All employers risk prosecution by U.S. Immigration and Customs Enforcement (ICE) for failing to comply with the Immigration Reform and Control Act of 1986 (IRCA). IRCA requires employers to complete an I-9 form for any new hire to verify the employee's identity and eligibility to work in the U.S. When a subcontractor hires a genuinely independent subcontractor, there is no federal duty to verify employment eligibility through an I-9 or E-Verify.
However, any contractor may violate IRCA when it fails to complete the I-9 form properly, because such failure may signal that the contractor knows it has employed an individual that lacks authorization to work in the U.S. These violations may include actual knowledge that a person lacks authorization to work in the U.S. However, pervasive and repeated failures to properly complete the I-9 form may also be seen as evidence that an employer has constructive knowledge or was aware of employment authorization issues and deliberately or recklessly chose to ignore them. On the other hand, a contractor who has properly completed an I-9 form is protected by the good faith compliance defense and will have a basis for arguing that it did not know that the employee lacked authorization to work.
ICE is tasked with enforcing IRCA through worksite investigations, workplace raids, or investigations conducted offsite by formal requests for documents. An employer facing an investigation could be subject to various civil and/or criminal penalties, depending on the extent of the violation. Civil sanctions include cease and desist orders, fines, and seizure of assets. Fines may be imposed for technical (i.e., paperwork) violations or for hiring or continuing to employ individuals without work authorization. Although rare, criminal penalties may also be available. For GCs who do federal work, certain serious violations can lead to debarment, preventing the GC from participating in future federal contracts.
Your local Wirtgen America dealer |
---|
Nueces Power Equipment |
Kirby Smith Machinery |
Indeed, some general contractors have faced significant consequences in this area. A Texas concrete company agreed to forfeit $3 million as the result of hiring undocumented workers, most of whom were hired by an independent staffing company. In another notable case, Walmart was found to be employing several cleaning subcontractors who employed undocumented workers, resulting in $11 million in penalties.
The greatest risk may come where GCs appear to be co-employers of the subcontractors’ employees. There are several steps GCs should implement to avoid such appearances and to build the GC’s good faith defense against potential violations.
Following these steps can help to protect a GC from running afoul of the IRCA:
Contracts
Subcontracts should include language requiring that subcontractors comply with the IRCA and all federal immigration laws and regulations.
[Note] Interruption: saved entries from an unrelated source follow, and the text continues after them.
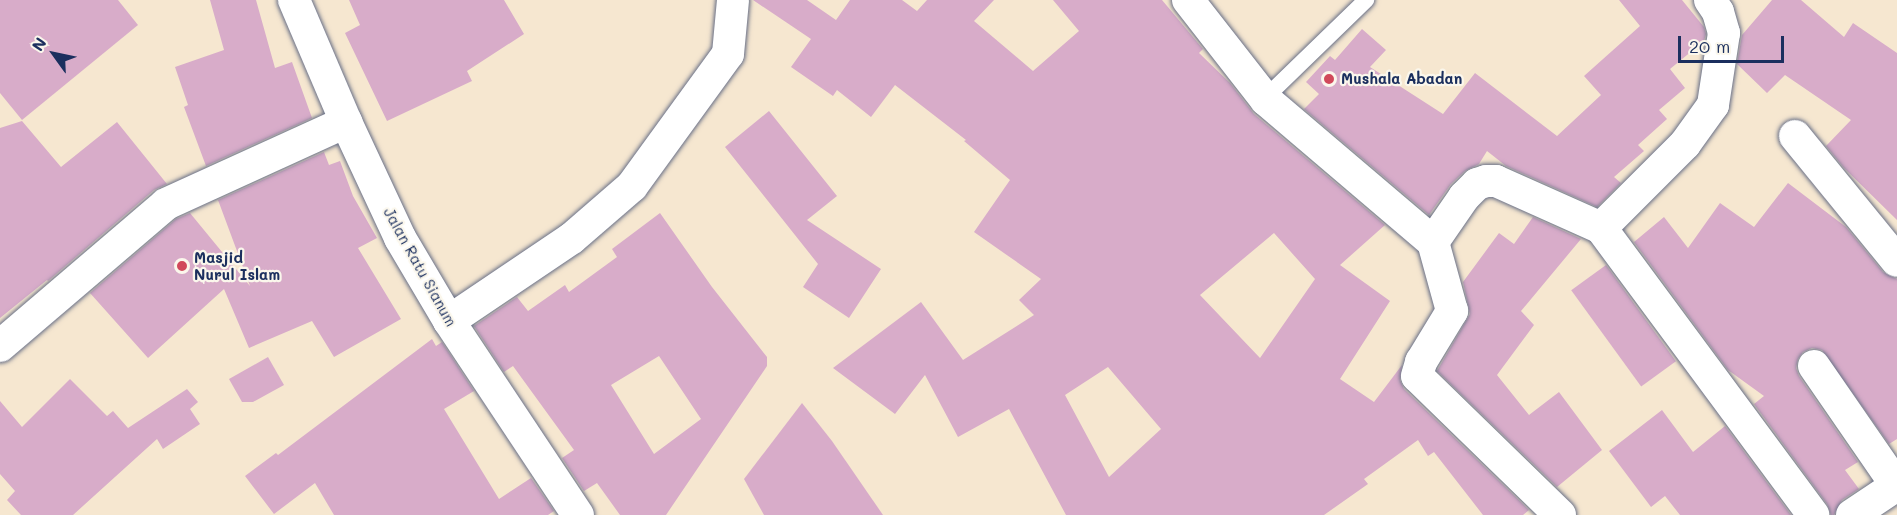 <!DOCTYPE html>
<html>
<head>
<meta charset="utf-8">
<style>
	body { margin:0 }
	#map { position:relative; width:1897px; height:515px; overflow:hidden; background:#f6e7d0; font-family:Mali,sans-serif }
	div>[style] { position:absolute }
	.building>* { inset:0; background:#d8acc9; transform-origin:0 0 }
	.roads { filter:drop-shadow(0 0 2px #686f86) drop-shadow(0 0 2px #686f86) }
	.service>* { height:16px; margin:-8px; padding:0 8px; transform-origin:8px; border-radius:8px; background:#fff }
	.minor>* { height:32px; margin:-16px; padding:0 16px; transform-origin:16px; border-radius:16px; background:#fff }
	.dots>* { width:16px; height:16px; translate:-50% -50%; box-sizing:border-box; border:3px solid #fbf7ec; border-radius:50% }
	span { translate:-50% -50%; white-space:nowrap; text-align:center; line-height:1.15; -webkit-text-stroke:4.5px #fbf7ec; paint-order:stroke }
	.poi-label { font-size:15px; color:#1b2f5e; font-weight:700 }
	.left { translate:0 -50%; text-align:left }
	.street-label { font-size:15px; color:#1b2f5e }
	.north { position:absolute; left:24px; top:24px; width:60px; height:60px; -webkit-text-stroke:4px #fbf7ec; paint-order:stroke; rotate:303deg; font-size:16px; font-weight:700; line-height:24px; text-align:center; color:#1b2f5e }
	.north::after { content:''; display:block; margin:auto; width:21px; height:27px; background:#1b2f5e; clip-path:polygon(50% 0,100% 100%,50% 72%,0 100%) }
	.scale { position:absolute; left:1678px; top:36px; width:106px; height:27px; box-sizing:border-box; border:3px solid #1b2f5e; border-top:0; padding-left:8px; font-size:18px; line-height:21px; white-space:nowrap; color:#1b2f5e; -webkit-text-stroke:4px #fbf7ec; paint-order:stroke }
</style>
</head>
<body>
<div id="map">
	<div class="building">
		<i style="clip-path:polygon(0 0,118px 0,138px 25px,22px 120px,0 93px)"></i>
		<i style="clip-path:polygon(210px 0,256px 0,275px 68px,292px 62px,312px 118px,206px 166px,184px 107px,188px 105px,175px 67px,224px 50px)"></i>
		<i style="clip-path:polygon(349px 0,504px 0,524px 34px,467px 71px,472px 81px,387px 121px,345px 33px,360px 25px)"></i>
		<i style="clip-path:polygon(evenodd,753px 0,807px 0,836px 20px,850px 0,902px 0,917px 11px,927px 0,994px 0,974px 21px,1033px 71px,1079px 31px,1053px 0,1162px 0,1203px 49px,1199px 53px,1230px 83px,1254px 114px,1385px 225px,1340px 265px,1390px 301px,1340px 379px,1374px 402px,1402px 365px,1400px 380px,1404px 389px,1529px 510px,1523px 515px,1483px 515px,1434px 452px,1428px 456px,1418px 440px,1364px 479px,1368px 484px,1324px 515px,1066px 515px,1009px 409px,958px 437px,925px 375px,895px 414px,833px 368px,921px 302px,963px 360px,1034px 315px,1019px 300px,1041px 279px,974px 232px,1010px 180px,964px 141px,966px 140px,895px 85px,871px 117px,837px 90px,833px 96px,791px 67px,811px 39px,753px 0,1274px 233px,1315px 279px,1260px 358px,1200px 295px,1274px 233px,753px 0,1108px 367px,1161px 429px,1109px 477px,1065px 395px,1108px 367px)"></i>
		<i style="clip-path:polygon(1619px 0,1682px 0,1704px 27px,1706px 34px,1704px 41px,1670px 69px,1685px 88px,1659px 110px,1667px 119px,1638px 145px,1644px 151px,1614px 177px,1621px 183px,1597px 207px,1506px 166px,1487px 151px,1479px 164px,1465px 171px,1451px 184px,1429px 215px,1304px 109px,1319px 94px,1306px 82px,1330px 56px,1335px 60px,1362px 29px,1386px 50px,1370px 67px,1443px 114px,1475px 73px,1557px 136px,1601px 95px,1584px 76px,1640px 26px)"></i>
		<i style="clip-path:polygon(1772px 0,1801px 0,1844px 37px,1853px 23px,1897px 53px,1897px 220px,1844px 168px,1826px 146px,1851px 120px,1785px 75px,1767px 93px,1737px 64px,1742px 35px)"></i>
		<i style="clip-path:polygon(769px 111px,837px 196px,807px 220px,881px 269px,849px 318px,803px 287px,818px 264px,725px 147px)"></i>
		<i style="clip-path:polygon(22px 121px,61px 167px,117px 122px,167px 184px,154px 190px,48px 281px,47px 280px,0 318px,0 128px)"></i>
		<i style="clip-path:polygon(324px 152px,329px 165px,340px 161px,353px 196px,377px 238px,358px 248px,401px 319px,334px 357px,312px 321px,249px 348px,224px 289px,148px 358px,90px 293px,176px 219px,190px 213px,250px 286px,218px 200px)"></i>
		<i style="clip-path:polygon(1788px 183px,1846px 227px,1883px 272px,1897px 279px,1897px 439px,1889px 444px,1822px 350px,1812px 348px,1803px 352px,1798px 359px,1796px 368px,1799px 376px,1858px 462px,1845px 470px,1859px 489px,1842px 500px,1834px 515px,1831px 515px,1827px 504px,1754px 404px,1764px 396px,1728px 370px,1634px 242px,1664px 217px,1688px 248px,1720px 203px,1754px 227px)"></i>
		<i style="clip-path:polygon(evenodd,660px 213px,712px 287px,767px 357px,767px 366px,666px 515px,620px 515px,597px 483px,584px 491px,562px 458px,574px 450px,513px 366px,504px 372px,474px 326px,517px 297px,528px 311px,565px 285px,569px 292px,617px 257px,612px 249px,660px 213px,659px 356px,701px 419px,654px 454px,611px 385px,659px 356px)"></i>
		<i style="clip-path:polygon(1533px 217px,1581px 239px,1521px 311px,1534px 325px,1497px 375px,1529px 415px,1559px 392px,1602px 450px,1557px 487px,1437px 371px,1470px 314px,1463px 282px,1499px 233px,1514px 244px)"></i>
		<i style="left:1606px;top:265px;width:119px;height:43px;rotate:54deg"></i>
		<i style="clip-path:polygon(432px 339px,436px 346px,442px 342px,474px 391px,444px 409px,499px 499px,531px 478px,554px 511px,548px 515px,334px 515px,315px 483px,274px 514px,245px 476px,276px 453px,278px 455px)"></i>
		<i style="clip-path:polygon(268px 357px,284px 385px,253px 402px,242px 402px,229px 379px)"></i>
		<i style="clip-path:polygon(70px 379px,107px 416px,113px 411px,128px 428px,187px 389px,198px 402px,190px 409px,200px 424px,163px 449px,157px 439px,73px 515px,21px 515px,7px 500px,15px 491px,0 474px,0 401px,22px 427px)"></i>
		<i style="clip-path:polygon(802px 403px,832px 441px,883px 515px,764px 515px,744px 479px)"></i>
		<i style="clip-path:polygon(1662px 410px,1693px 452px,1725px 426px,1791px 515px,1680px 515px,1665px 496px,1651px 507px,1609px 451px)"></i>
	</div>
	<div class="roads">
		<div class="service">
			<i style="left:1265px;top:98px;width:141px;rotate:-44.1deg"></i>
		</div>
		<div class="minor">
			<i style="left:294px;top:0;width:133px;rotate:66.9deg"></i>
			<i style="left:346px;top:122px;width:128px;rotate:65deg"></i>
			<i style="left:400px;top:238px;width:96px;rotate:59.4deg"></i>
			<i style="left:449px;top:321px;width:233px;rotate:56.4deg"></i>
			<i style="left:1188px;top:0;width:127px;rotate:52deg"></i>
			<i style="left:1266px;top:100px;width:219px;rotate:40.4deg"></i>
			<i style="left:1710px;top:0;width:14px;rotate:56deg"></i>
			<i style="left:1718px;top:12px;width:22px;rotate:74deg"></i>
			<i style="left:1724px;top:33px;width:73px;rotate:98.7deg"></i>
			<i style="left:1713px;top:105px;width:48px;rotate:125.7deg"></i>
			<i style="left:1685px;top:144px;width:119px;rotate:135deg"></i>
			<i style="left:1601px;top:228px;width:357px;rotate:53.5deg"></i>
			<i style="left:1795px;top:136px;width:161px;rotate:50.8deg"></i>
			<i style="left:449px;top:321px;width:148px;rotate:-34deg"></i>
			<i style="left:572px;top:238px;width:79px;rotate:-40.9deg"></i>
			<i style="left:632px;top:186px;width:163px;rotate:-54deg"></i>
			<i style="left:728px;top:54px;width:54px;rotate:-84.7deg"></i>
			<i style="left:0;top:346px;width:218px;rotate:-40.5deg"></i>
			<i style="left:166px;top:204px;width:198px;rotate:-24.5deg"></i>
			<i style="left:1814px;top:366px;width:145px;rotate:55.4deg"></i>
			<i style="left:1560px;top:515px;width:199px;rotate:-135.8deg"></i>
			<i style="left:1417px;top:376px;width:15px;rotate:-74deg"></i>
			<i style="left:1421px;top:362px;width:60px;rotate:-58.7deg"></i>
			<i style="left:1452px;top:311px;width:72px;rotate:-105.4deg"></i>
			<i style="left:1433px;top:242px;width:55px;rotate:-55.4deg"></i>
			<i style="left:1464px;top:197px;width:18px;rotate:-45deg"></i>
			<i style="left:1477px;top:184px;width:9px;rotate:-18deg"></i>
			<i style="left:1486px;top:181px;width:10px"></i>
			<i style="left:1496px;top:181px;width:115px;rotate:24.1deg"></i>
			<i style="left:1852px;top:515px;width:54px;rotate:-33.7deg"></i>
		</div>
	</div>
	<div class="dots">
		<i style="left:1329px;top:79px;background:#d1495b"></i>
		<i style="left:182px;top:266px;background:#d1495b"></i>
	</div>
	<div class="poi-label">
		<span class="left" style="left:1341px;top:79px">Mushala Abadan</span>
		<span class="left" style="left:194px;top:266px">Masjid<br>Nurul Islam</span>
	</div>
	<div class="street-label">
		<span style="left:420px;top:267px;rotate:61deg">Jalan Ratu Sianum</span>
	</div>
	<div class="north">N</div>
	<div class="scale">20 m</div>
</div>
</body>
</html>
It is also critical that there be a provision requiring the subcontractor to indemnity the general contractor for liability caused by any alleged violation of immigration law by the sub as well as a requirement that the sub immediately remove any workers known to be ineligible to work in the U.S.
Control
A GC should limit the degree of control it exercises over the execution of the work performed by subcontractors and should not review a subcontractor’s compliance with the IRCA. However, a GC should not hire subs it has reason to believe are not complying with the law, or who are not truly independent contractors.
Raid Action Plan
Contractors should have a Raid Action Plan in place. The plan should provide guidelines to supervision regarding proper steps to take if ICE officers visit the worksite. The plan should include establishing a chain of command, directing employees not to speak to an ICE agent before speaking with the company's attorney, and designating an individual who is authorized to speak with ICE agents. (Similar plans are recommended for all dealings with government or law enforcement agencies, such as OSHA.)
Self-Audit
GCs should periodically conduct self-audits of their I-9 forms and related compliance. Inadvertent errors can be corrected during audits.
Compliance Training
GCs should create a written I-9 compliance policy, which can be used to demonstrate the GC’s good faith intent to comply with federal immigration law. The policy should include specific procedures for completing the I-9 form and steps the company will take if an employee's work eligibility is questioned. GCs should provide training on the policy and create records that all employees authorized to approve I-9s have been trained.
Nine states — California, Delaware, Illinois, Maryland, Minnesota, New Jersey, New York, Virginia, and West Virginia, plus the cities of Denver, Colorado, and Washington, D.C. — have now enacted wage theft laws. These state and local statutes impose direct liability on general contractors for misclassifying independent contractors, as well as minimum wage, overtime, off-the-clock work, failure to provide meal breaks required by some state laws, and/or improper wage deductions.
While wage theft laws imposing liability on general contractors have not yet reached Texas, it is worth noting that the states listed above represent more than one-third of the construction industry nationwide, and those laws can create significant liability to general contractors for the bad acts of their subcontractors. In the meantime, the risks of running afoul of federal immigration law remain real and present for Texas GCs who should take care to avoid unnecessary liability.